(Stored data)
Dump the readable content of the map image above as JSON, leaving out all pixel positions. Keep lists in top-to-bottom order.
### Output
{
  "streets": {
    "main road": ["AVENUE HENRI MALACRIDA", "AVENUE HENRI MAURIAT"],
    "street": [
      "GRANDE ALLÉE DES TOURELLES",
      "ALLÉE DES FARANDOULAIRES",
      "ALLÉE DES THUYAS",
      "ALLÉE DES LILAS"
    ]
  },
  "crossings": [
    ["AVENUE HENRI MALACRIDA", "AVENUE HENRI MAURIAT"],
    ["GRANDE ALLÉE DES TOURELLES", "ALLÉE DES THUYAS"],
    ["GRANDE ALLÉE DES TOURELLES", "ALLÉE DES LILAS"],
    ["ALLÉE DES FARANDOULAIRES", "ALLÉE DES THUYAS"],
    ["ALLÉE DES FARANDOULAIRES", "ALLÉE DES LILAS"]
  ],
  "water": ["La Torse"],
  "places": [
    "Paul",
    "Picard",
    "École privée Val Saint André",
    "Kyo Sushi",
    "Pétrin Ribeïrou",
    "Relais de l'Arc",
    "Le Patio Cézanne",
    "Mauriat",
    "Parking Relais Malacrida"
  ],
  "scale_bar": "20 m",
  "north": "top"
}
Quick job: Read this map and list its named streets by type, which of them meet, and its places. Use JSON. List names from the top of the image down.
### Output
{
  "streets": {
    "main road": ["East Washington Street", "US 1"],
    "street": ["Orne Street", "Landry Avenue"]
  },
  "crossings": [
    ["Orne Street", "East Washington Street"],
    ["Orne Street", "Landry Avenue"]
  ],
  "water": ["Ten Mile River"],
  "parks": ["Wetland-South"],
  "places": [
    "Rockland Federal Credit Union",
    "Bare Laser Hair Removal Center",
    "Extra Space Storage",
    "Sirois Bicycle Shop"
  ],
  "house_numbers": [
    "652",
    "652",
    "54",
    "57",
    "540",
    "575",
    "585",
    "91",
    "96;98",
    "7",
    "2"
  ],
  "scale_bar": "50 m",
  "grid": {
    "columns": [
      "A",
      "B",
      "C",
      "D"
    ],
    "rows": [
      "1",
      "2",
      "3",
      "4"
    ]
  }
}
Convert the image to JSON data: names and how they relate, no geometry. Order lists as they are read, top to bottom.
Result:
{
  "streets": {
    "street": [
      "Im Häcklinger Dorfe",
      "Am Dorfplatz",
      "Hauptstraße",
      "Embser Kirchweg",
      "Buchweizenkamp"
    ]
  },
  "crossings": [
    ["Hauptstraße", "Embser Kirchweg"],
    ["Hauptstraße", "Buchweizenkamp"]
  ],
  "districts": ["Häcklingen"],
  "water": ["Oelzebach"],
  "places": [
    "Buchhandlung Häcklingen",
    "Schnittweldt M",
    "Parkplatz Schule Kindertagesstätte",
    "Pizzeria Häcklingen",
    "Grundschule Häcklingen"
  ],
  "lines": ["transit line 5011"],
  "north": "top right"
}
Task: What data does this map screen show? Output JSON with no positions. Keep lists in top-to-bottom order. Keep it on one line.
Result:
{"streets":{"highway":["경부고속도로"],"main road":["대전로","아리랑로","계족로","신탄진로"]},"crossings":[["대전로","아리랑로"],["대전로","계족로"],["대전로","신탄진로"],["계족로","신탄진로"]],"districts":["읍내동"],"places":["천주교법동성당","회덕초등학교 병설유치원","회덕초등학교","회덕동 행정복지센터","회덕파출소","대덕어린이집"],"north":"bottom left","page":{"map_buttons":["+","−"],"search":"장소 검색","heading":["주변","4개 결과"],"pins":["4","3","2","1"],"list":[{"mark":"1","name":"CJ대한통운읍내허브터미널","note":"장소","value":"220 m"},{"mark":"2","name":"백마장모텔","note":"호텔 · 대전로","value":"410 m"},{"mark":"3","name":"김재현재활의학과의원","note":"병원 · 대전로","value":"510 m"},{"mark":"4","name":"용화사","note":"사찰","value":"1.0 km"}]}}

[Description of the task]: Output only an exact transcription of the lines above from the one with "Convert the image" up to and including the one with "Task: What data".

[Exercise output]:
Convert the image to JSON data: names and how they relate, no geometry. Order lists as they are read, top to bottom.
Result:
{
  "streets": {
    "street": [
      "Im Häcklinger Dorfe",
      "Am Dorfplatz",
      "Hauptstraße",
      "Embser Kirchweg",
      "Buchweizenkamp"
    ]
  },
  "crossings": [
    ["Hauptstraße", "Embser Kirchweg"],
    ["Hauptstraße", "Buchweizenkamp"]
  ],
  "districts": ["Häcklingen"],
  "water": ["Oelzebach"],
  "places": [
    "Buchhandlung Häcklingen",
    "Schnittweldt M",
    "Parkplatz Schule Kindertagesstätte",
    "Pizzeria Häcklingen",
    "Grundschule Häcklingen"
  ],
  "lines": ["transit line 5011"],
  "north": "top right"
}
Task: What data does this map screen show? Output JSON with no positions. Keep lists in top-to-bottom order. Keep it on one line.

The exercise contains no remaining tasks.